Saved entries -

>>

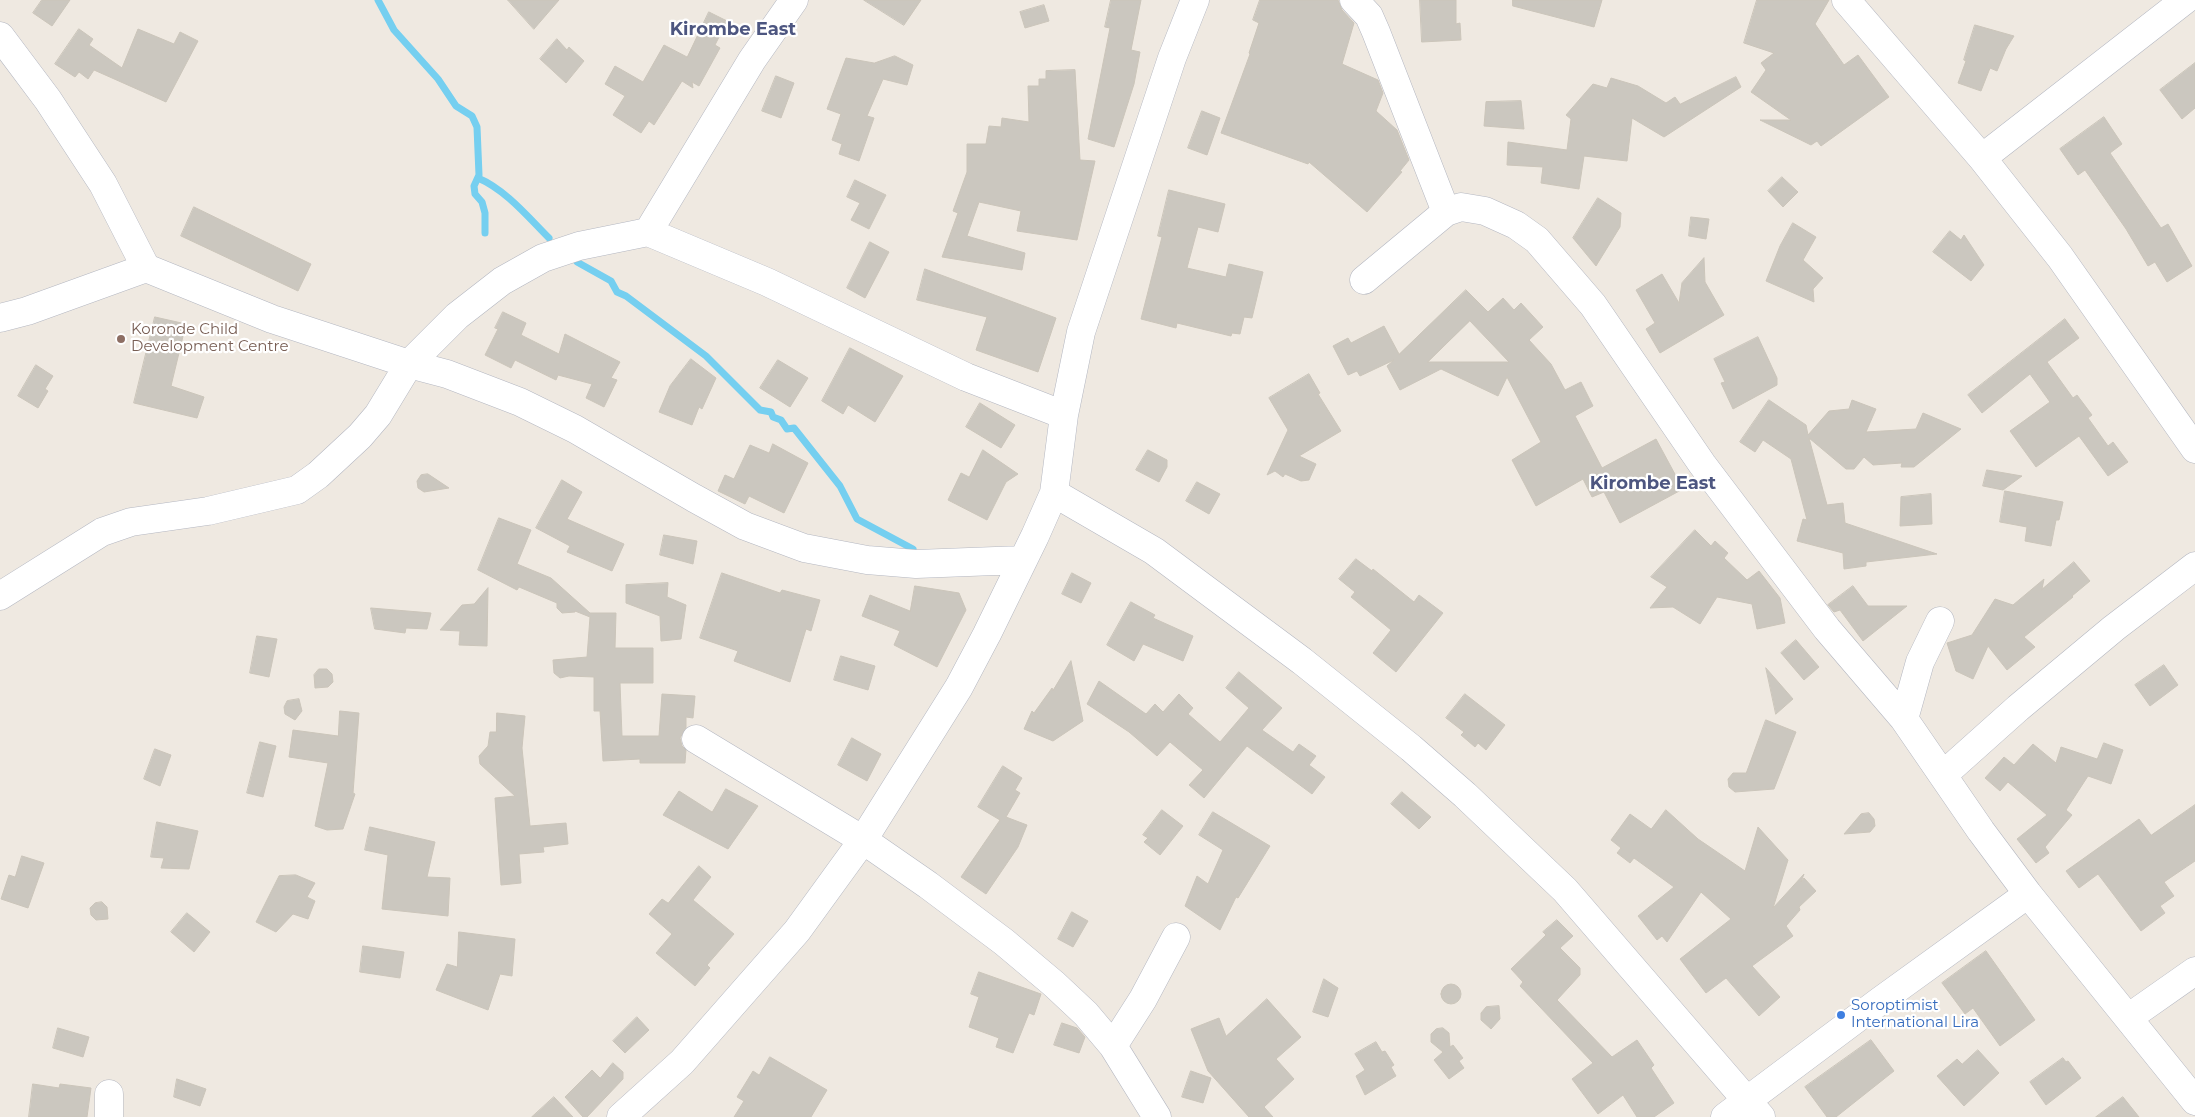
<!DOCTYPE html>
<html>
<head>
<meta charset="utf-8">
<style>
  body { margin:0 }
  canvas { display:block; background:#efe9e1 }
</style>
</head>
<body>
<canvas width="2195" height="1117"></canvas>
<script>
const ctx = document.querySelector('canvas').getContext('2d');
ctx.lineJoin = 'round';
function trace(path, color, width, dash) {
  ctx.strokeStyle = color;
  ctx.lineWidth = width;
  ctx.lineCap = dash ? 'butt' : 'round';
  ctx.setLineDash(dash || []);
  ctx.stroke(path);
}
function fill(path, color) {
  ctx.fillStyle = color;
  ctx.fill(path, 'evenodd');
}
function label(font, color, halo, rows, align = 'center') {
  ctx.font = font + ' Montserrat,sans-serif';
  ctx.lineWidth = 4.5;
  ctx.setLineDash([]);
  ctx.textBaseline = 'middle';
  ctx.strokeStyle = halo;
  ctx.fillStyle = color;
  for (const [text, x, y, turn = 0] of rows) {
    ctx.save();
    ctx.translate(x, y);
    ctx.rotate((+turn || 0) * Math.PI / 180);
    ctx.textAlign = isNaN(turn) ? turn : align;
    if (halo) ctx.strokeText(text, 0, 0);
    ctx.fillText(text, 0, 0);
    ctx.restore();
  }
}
trace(new Path2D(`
  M378,0L394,30L438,79L456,106L472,116L477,127L479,175L474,186L475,194L482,202L485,213V233
  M478,178C506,190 528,217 549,238
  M577,262L611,281L617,292L626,296L706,356L760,410L771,412L773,417L781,420L787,429L794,428L840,486L857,519L913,549`), '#75cff0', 7);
const building = new Path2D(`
  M42,0H70L52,26L33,13Z
  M508,0H559L534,29Z
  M864,0H921L904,25Z
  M1111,0H1141L1131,50L1140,52L1134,84L1114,147L1088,139L1110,28L1105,27Z
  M1260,0H1338L1342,10L1354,23L1342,64L1378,80L1383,93L1376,111L1397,130L1409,160L1400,171L1402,172L1367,212L1309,162L1308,164L1221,133L1250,54L1249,53L1259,23L1253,20Z
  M1420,0H1456V24L1460,23L1461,40L1422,42Z
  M1513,0H1602L1594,27L1513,6Z
  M1757,0H1829L1815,24L1844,65L1858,55L1889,97L1821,146L1817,141L1811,145L1760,120H1791L1751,92L1766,70L1761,63L1774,53L1744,43Z
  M1044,5L1049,21L1025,28L1020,12Z
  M709,12L727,21L715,45L720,48L699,86L692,82L693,88L682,81L654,125L649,121L641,133L613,115L625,96L605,84L615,66L643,82L664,45L687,57Z
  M1975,25L2014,36L2006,49L1997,71L1990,68L1981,91L1958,83L1966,61L1964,60Z
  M79,29L93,39L89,45L122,68L138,29L174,44L180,32L198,41L166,102L94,70L88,79L79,72L75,77L55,64Z
  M557,39L567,50L569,47L584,61L566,83L540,59Z
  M895,56L913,65L907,85L883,79L867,116L874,118L859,161L839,154L842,144L832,140L841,114L827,109L846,58L874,63Z
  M2195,63V108L2182,119L2160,90Z
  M1075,70L1080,160L1095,161L1077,240L1017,231L1021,211L979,202L967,236L1025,253L1022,270L942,257L958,213L953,211L967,172V144H986L989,126L1001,127L1002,118L1029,122L1028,86H1039V79H1046V71Z
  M776,76L794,83L781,118L762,111Z
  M1736,77L1741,87L1664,137L1632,118L1627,161L1584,156L1579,189L1541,183L1543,167L1507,165L1508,142L1567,150L1571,119L1566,115L1593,84L1607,88L1611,78L1638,86L1666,103L1675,97L1680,104Z
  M1521,101L1524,129L1484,126L1486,102Z
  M1202,111L1220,118L1207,155L1188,148Z
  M2104,117L2122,144L2110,153L2161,228L2168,224L2192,266L2167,282L2155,262L2148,266L2126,229L2085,170L2078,175L2060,149Z
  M1782,177L1798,192L1783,207L1768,191Z
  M855,180L886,195L869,229L851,220L860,203L847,197Z
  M1169,190L1225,204L1218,232L1198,227L1187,268L1226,277L1229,264L1263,272L1252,318L1244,317L1240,334L1232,333L1231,336L1177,323L1176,328L1141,319L1162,237L1158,236Z
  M1598,198L1621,213L1620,227L1596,266L1573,238Z
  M194,207L311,264L298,291L181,236Z
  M1691,217L1709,219L1706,239L1689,236Z
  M1793,223L1816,237L1803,260L1823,278L1813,289L1814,302L1766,281L1780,246Z
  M1950,231L1961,240L1964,235L1984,265L1971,281L1933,252Z
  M870,242L889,252L865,298L847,288Z
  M1704,258L1705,282L1724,315L1660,353L1646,329L1655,323L1636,290L1662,274L1679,303L1682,283Z
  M925,269L1056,318L1038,372L976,350L987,317L917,300Z
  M1466,290L1488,312L1503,298L1514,310L1521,303L1543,327L1529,340L1551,364L1565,390L1581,382L1593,406L1575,416L1602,468L1656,439L1683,489L1620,523L1604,492L1592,497L1583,479L1536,506L1512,460L1541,442L1507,377L1498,396L1441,369L1400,390L1387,366L1394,360L1360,376L1357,371L1348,375L1333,346L1348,338L1351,343L1384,326L1399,354ZM1470,321L1509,362H1428Z
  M503,312L526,323L521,335L559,354L565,334L620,362L611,378L617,380L604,407L586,398L592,384L558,375L556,380L515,360L511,368L485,355L498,329L495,328Z
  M155,317L186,324L171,386L204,397L197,418L134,403Z
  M2065,319L2079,338L2047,362L2073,398L2077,395L2092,415L2088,418L2108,446L2113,442L2128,462L2108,476L2079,436L2036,467L2010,431L2050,402L2030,374L1982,413L1968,395Z
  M1758,337L1777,378V385L1733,409L1721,383L1725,382L1714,359Z
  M850,348L903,376L875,422L848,405L843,414L822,401Z
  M691,359L716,378L702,409L699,407L692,425L659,412L670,386Z
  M778,360L808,378L790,407L760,388Z
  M36,365L53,376L45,389L48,391L38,408L18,396Z
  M1309,374L1320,393L1318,394L1341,431L1299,456L1316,464L1309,480L1301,481L1285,474L1283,477L1275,471L1267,475L1288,430L1269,398Z
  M1769,400L1806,425L1808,435L1829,411L1849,409L1852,400L1876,409L1866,432L1916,429L1923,413L1961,429L1914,467H1901L1902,463L1873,465L1864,457L1854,469H1846L1809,438L1827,505L1843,503L1845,523L1937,554L1866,562V566L1844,569L1843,553L1797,541L1803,519L1807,520L1791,459L1763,440L1755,452L1740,442Z
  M980,403L1015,425L1001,448L966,427Z
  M773,444L808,463L784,513L749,496L745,504L718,491L725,475L734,479L750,445L769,453Z
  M983,450L1018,474L1006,482L987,520L948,500L961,473L969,477Z
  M1148,450L1167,460V467L1159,482L1136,470Z
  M1987,470L2022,476L2003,490L1983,486Z
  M428,474L449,488L424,492L418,488L417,481L421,475Z
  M562,480L582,492L567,519L624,544L612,571L567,552L570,546L536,528Z
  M1197,482L1220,494L1209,514L1186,501Z
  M2005,491L2063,502L2059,520H2056L2051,546L2025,541L2027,527L2000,522Z
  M1931,494L1932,524L1900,526L1901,497Z
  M499,518L531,530L517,564L551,578L590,613H616L615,648H653V683H620L622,736H659L662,694L695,696L693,718L686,717V728L680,738L682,746L686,750L685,763H640V759L603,761L600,711H594V677L569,676L560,678L554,673L553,660L587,657L590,617L575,611V612L562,613L557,608V603L519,587L517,590L478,570Z
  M1695,530L1711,546L1715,541L1728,553L1724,558L1747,580L1759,571L1780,598L1785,623L1757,629L1752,604L1717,597L1700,624L1673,607L1650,608L1667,587L1651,577Z
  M664,535L697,541L693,564L660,555Z
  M1356,559L1372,571L1373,569L1414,602L1419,595L1443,613L1396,672L1373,653L1391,630L1351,597L1355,592L1339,579Z
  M2074,562L2090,581L2072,596L2073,597L2024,637L2035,647L2007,670L1988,646L1973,679L1956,671L1947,643L1972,635L1995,599L2013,605L2044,579L2042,589Z
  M722,573L780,593L782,590L820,600L811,631L806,629L790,682L734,661L738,651L700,638Z
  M1072,573L1091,583L1081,603L1062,594Z
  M668,583L667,597L686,605L681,639L661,641L660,616L626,603V585Z
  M915,586L959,593L966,610L937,667L894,645L900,631L862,616L870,595L910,611Z
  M1853,586L1868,606H1907L1863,641L1840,610L1834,612L1828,605Z
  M488,588L487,646L459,645L460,631L440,630L462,605L474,604Z
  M1131,602L1155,615L1153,618L1193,636L1183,661L1143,644L1134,661L1107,645Z
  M371,608L431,613L427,629L406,628L405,633L375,629Z
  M257,636L277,639L269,677L250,673Z
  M1796,640L1819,667L1804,680L1781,653Z
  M841,656L875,666L868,690L834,680Z
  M1071,661L1083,721L1053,741L1024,729L1032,711L1034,713L1052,688L1053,690Z
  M2164,665L2178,685L2150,706L2135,685Z
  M1766,668L1793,699L1776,714Z
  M319,669H327L332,674L333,682L328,687L315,688L314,675Z
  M1239,672L1282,708L1262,730L1293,752L1299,744L1316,756L1309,765L1325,777L1312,794L1247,746L1204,798L1189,785L1203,770L1170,742L1157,756L1129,732L1087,704L1099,681L1146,714L1155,704L1163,712L1179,694L1193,708L1188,714L1220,742L1249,708L1226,688Z
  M1465,694L1505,725L1486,750L1478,743L1475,747L1461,735L1464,732L1446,718Z
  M299,699L302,711L295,720L285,714L284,707L287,701Z
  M340,711L359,713L353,793L355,794L343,829L327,830L315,826L328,763L289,757L293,730L338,736Z
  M497,713L525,716L522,748L530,826L566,823L568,844L543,847L544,852L519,854L521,883L501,885L495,798L515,796L480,764L479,756L488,746L490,732H496Z
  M1766,720L1796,732L1774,789L1735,792L1729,787L1728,779L1733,773H1746Z
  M852,738L881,754L867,781L838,765Z
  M260,742L276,746L263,797L247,793Z
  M2104,743L2123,750L2111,784L2088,776L2066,810L2072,815L2045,847L2049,853L2036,863L2017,839L2047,815L2008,782L2000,791L1985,778L2004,757L2014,765L2033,744L2056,763L2061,747L2097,759Z
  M155,749L171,755L160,786L144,779Z
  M1003,766L1022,778L1015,790L1020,793L1006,817L1027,825L1018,847L986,894L961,877L1000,820L978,807Z
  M726,789L758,806L728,849L663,815L679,791L712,812Z
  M1402,792L1431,817L1419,829L1391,804Z
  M2195,805V861L2164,882L2174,896L2160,906L2165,913L2141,931L2098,874L2079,888L2066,871L2139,819L2151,835Z
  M1162,810L1183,826L1160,855L1144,842L1148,838L1143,835Z
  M1666,810L1698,839L1745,871L1758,827L1788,860L1773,908L1804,874L1801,882L1804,878L1816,891L1799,907L1800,910L1786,926L1793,936L1752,966L1780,997L1759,1016L1726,978L1706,993L1680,959L1731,919L1701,892L1667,942L1662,936L1657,940L1638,916L1674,887L1634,858L1630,863L1617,853L1621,848L1611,840L1630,814L1651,829Z
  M1213,812L1270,846L1238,898L1236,897L1220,930L1185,906L1197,876L1208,884L1223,850L1199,835Z
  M1869,813L1874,819L1875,826L1870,832L1844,834L1861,814Z
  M157,822L198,831L189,869L161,868L164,858L151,857Z
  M370,827L435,842L427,877L450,878L448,916L382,909L388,855L365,850Z
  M22,856L44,863L28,908L1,899L9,875L15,877Z
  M699,866L711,877L693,900L734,934L707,965L710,968L695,986L656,953L672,934L649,914L662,899L668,903Z
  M296,875L315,883L307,897L315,901L308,919L293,914L276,932L256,922L279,876Z
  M102,902L107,907L108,919L96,920L91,915L90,908L95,903Z
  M1072,912L1088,921L1073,947L1058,939Z
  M187,913L210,932L194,952L171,932Z
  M1557,920L1573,936L1560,948L1580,968V975L1557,1000L1612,1057L1637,1040L1654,1065L1651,1068L1674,1103L1654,1117H1637L1623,1095L1598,1114L1572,1079L1593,1063L1520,986L1523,982L1511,969L1546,935L1543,932Z
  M459,932L515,939L512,976L500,974L488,1010L436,990L447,964L457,967Z
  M363,946L404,952L400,978L360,972Z
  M1986,951L2035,1020L2000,1046L1973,1008L1965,1014L1942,983Z
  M979,972L1041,994L1034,1015L1029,1013L1013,1053L996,1047L999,1038L969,1027L979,997L971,994Z
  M1324,979L1338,988L1328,1017L1313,1012Z
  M1441 994a10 10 0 1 1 20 0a10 10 0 1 1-20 0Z
  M1267,999L1301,1037L1276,1059L1294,1079L1264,1107L1273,1117H1249L1208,1071L1191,1029L1219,1018L1226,1036Z
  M1499,1006L1500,1019L1491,1029L1481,1020V1013L1486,1007Z
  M637,1017L649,1030L625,1053L613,1041Z
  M1062,1023L1077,1028L1085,1037L1079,1053L1054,1045Z
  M58,1028L89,1037L83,1057L53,1048Z
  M1443,1028L1449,1033L1450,1047L1453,1045L1463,1058L1459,1061L1464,1068L1449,1079L1434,1060L1443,1052L1431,1042V1034L1436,1029Z
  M1871,1040L1894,1071L1836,1117H1827L1805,1087Z
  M1376,1042L1382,1052L1385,1051L1394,1065L1391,1067L1396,1076L1365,1095L1356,1076L1365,1070L1355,1054Z
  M1978,1050L1999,1073L1964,1106L1937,1076L1957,1059L1962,1064Z
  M770,1057L827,1090L811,1117H734L744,1101L737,1097L753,1071L759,1075Z
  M2063,1058L2066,1062L2068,1061L2081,1078L2046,1105L2030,1082Z
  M613,1063L623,1072V1079L587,1117H583L565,1097L592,1070L600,1078Z
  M1191,1071L1211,1078L1203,1103L1182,1097Z
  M177,1079L206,1089L200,1106L174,1097Z
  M33,1084L59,1088L60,1084L91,1088L87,1117H29Z
  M554,1097L573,1117H532Z
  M2123,1097L2139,1117H2096Z`);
fill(building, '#cbc7bf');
trace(building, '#cbc5ba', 1);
const minor = new Path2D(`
  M1354,0L1369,16L1376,32L1446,212
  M1846,0L1982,158L2185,0
  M0,36L48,100L103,184L146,268
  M1982,158L2060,257L2195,449
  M648,232L752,60L794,0
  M1364,280L1446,212L1461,207L1485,211L1516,225L1537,240L1593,305L1702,464L1827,629L1904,719L1981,831L2028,894L2195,1101
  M0,318L27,311L146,268L272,319L409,364L447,374L520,402L575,429L694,498L745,526L804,548L867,560L916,564L1022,560
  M1054,493L1154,551L1302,661L1411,748L1465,795L1565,890L1761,1117
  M0,596L102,532L131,522L208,511L297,490L318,475L360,436L378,415L409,364L457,316L502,281L543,258L579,246L648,232L767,282L966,377L1064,415
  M1904,719L1920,662L1940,621
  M696,739L863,840L928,885L1004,942L1054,984L1086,1014L1113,1046L1157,1117
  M1943,775L2018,708L2114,628L2195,566
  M2128,1018L2195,971
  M1113,1046L1143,999L1176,937
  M109,1117V1094
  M621,1117L682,1062L797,931L863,840L959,687L987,634L1035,536L1054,493L1064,415L1081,332L1172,58L1195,0
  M1725,1117L1880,1001L2028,894`);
trace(minor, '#b4b7c1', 29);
trace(minor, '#fff', 28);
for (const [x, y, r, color] of [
  [121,339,5,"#8d6e63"],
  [1841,1015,5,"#3f7fe0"]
]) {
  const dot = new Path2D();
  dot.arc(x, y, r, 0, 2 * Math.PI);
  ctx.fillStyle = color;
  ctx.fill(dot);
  trace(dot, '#fff', 2);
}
label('15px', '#785e54', '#fff', [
  ["Koronde Child",131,330],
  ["Development Centre",131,347]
], 'left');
label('15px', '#366cbe', '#fff', [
  ["Soroptimist",1851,1006],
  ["International Lira",1851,1023]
], 'left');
label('bold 18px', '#4d5680', '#fff', [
  ["Kirombe East",733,30],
  ["Kirombe East",1653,484]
]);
</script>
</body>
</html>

<<

Task -
Wherever the string "function" appears in a line above, copy that line.

Output of the task -
function trace(path, color, width, dash) {
function fill(path, color) {
function label(font, color, halo, rows, align = 'center') {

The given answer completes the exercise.